Tong S, Hirokata Y, Litterst C L, Gram T E
Chem Biol Interact. 1984 Apr;49(1-2):105-19. doi: 10.1016/0009-2797(84)90055-3.
Effects of 1-(2-chloroethyl)-3-cyclohexyl-1-nitrosourea (CCNU) on the hepatic mixed-function oxidase system in male rats were studied both in vivo and in vitro. A single dose of CCNU (40 mg/kg) caused a significant reduction in hepatic mixed-function oxidase activities within 3 days after administration. The depression was prolonged for cytochrome P-450, total haem and the metabolism of several type I substrates lasting up to 10 weeks after a single dose. By contrast, aniline hydroxylase, cytochrome b5 and NADPH-cytochrome c reductase activities returned to near control levels after week two. Microsomal enzymes in the kidneys of treated animals however, were unaltered. Serum glutamic pyruvic and glutamic oxaloacetic transaminase and bilirubin levels, indicators of hepatotoxicity, were greatly elevated 3 days after CCNU treatment. These parameters fell rapidly but were still above control levels to the end of the 10-week study. When added in vitro, CCNU reduced apparent cytochrome P-450 content and the metabolism of type I substrates in microsomes from untreated, phenobarbital (PB) and 3-methylcholanthrene (3-MC)-pretreated rats. Total haem and NADPH-cytochrome c reductase were not affected whereas aniline hydroxylase activity was activated. CCNU interacted with hepatic microsomes to produce a type I difference spectrum.

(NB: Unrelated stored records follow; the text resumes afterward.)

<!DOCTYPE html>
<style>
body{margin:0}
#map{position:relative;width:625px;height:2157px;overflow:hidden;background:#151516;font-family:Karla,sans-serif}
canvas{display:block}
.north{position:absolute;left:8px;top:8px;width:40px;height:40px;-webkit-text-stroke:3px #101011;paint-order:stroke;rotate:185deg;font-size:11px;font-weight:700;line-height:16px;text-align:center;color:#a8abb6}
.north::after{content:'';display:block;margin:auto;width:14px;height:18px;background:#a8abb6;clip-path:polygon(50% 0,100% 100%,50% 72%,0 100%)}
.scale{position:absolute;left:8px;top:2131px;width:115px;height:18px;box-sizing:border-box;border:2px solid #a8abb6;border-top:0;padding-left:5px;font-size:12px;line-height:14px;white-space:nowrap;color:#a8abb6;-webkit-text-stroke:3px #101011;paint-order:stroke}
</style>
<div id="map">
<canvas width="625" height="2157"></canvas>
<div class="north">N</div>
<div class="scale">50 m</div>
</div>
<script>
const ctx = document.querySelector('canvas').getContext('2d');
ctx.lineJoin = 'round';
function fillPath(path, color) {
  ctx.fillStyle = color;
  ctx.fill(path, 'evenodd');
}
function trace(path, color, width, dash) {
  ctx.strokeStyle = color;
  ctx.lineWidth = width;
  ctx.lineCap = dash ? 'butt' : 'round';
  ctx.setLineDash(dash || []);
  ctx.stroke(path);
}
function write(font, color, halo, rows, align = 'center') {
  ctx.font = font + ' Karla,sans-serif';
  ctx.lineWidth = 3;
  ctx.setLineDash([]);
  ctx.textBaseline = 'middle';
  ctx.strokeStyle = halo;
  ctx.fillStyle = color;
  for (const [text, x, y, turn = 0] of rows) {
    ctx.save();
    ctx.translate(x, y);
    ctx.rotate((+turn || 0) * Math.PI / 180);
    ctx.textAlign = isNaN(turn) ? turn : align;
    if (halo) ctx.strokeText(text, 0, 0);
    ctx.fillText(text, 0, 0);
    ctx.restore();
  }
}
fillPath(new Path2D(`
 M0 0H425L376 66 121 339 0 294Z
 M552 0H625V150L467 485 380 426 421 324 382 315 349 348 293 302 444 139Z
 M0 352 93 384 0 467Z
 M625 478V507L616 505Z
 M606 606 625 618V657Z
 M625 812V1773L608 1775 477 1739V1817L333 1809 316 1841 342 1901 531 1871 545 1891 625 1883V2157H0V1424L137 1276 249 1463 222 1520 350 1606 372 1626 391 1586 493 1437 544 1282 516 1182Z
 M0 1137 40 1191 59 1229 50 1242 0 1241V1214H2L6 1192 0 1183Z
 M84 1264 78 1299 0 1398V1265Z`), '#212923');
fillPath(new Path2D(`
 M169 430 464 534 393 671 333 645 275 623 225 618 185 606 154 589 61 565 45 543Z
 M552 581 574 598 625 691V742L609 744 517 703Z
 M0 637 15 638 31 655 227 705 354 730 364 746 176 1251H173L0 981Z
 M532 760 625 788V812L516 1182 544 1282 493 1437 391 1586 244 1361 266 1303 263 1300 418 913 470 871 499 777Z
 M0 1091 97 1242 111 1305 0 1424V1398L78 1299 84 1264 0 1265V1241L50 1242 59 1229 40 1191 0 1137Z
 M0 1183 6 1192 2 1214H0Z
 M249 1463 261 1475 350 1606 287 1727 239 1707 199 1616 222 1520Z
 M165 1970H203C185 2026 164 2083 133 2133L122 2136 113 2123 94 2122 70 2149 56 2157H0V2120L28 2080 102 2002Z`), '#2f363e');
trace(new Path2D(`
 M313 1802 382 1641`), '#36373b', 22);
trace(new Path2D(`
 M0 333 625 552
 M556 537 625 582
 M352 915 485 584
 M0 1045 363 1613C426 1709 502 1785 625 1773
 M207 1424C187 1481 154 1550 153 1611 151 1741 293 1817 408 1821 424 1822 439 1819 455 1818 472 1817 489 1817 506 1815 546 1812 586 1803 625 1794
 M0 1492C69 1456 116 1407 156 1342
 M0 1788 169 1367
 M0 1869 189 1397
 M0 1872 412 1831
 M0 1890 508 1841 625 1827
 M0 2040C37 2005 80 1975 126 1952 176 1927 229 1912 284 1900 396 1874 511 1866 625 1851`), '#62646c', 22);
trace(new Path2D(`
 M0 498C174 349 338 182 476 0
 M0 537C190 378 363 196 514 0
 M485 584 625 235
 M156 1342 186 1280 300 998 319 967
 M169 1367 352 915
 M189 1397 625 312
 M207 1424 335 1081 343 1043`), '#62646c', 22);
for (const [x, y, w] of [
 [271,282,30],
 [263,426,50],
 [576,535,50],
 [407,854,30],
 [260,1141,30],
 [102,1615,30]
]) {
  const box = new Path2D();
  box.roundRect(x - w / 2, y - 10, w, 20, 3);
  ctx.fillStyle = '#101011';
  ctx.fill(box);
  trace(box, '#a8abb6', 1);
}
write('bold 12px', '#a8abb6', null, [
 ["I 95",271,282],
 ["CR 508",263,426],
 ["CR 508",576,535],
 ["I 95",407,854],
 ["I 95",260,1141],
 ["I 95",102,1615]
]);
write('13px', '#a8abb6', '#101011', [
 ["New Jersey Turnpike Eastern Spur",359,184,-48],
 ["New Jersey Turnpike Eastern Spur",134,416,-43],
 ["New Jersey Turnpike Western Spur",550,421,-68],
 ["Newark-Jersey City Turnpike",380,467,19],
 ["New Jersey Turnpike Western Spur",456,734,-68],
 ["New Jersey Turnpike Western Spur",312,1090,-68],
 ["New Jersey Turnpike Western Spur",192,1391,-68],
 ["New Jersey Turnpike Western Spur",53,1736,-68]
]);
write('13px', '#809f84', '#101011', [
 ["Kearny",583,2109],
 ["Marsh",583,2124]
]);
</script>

研究了1-(2-氯乙基)-3-环己基-1-亚硝基脲(CCNU)对雄性大鼠肝脏混合功能氧化酶系统的体内和体外作用。单次给予CCNU(40mg/kg)后3天内,肝脏混合功能氧化酶活性显著降低。细胞色素P-450、总血红素以及几种I型底物的代谢受到的抑制持续延长,单次给药后长达10周。相比之下,苯胺羟化酶、细胞色素b5和NADPH-细胞色素c还原酶活性在第二周后恢复到接近对照水平。然而,处理动物肾脏中的微粒体酶未发生改变。CCNU处理3天后,血清谷丙转氨酶、谷草转氨酶和胆红素水平(肝毒性指标)大幅升高。这些参数迅速下降,但在10周研究结束时仍高于对照水平。体外添加时,CCNU降低了未处理、苯巴比妥(PB)和3-甲基胆蒽(3-MC)预处理大鼠微粒体中细胞色素P-450的表观含量和I型底物的代谢。总血红素和NADPH-细胞色素c还原酶未受影响,而苯胺羟化酶活性被激活。CCNU与肝脏微粒体相互作用产生I型差异光谱。